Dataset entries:

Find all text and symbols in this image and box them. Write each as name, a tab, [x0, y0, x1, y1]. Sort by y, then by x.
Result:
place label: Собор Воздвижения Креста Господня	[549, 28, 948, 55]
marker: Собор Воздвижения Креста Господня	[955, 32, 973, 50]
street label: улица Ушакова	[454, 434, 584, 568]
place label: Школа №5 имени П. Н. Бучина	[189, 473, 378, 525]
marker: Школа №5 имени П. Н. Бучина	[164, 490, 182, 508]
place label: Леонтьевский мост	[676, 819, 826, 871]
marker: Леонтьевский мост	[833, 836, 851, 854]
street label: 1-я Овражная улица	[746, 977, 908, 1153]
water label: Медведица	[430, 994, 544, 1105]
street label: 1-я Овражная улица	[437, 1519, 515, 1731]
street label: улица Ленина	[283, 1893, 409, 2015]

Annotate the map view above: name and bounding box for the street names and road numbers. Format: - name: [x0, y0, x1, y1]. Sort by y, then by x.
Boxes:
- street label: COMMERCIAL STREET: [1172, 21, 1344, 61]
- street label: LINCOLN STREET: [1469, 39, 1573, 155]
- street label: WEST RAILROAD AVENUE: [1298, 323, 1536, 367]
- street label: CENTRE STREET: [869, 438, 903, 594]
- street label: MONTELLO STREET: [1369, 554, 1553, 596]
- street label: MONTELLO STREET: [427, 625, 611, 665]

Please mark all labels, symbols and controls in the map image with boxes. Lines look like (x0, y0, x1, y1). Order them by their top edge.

# TASK INSTRUCTIONS:
Starting at the first line of the records above, please copy every line exactly through the line containing "Annotate the map", and stop there.

# RESULT OF THE EXERCISE:
Find all text and symbols in this image and box them. Write each as name, a tab, [x0, y0, x1, y1]. Sort by y, then by x.
Result:
place label: Собор Воздвижения Креста Господня	[549, 28, 948, 55]
marker: Собор Воздвижения Креста Господня	[955, 32, 973, 50]
street label: улица Ушакова	[454, 434, 584, 568]
place label: Школа №5 имени П. Н. Бучина	[189, 473, 378, 525]
marker: Школа №5 имени П. Н. Бучина	[164, 490, 182, 508]
place label: Леонтьевский мост	[676, 819, 826, 871]
marker: Леонтьевский мост	[833, 836, 851, 854]
street label: 1-я Овражная улица	[746, 977, 908, 1153]
water label: Медведица	[430, 994, 544, 1105]
street label: 1-я Овражная улица	[437, 1519, 515, 1731]
street label: улица Ленина	[283, 1893, 409, 2015]

Annotate the map view above: name and bounding box for the street names and road numbers. Format: - name: [x0, y0, x1, y1]. Sort by y, then by x.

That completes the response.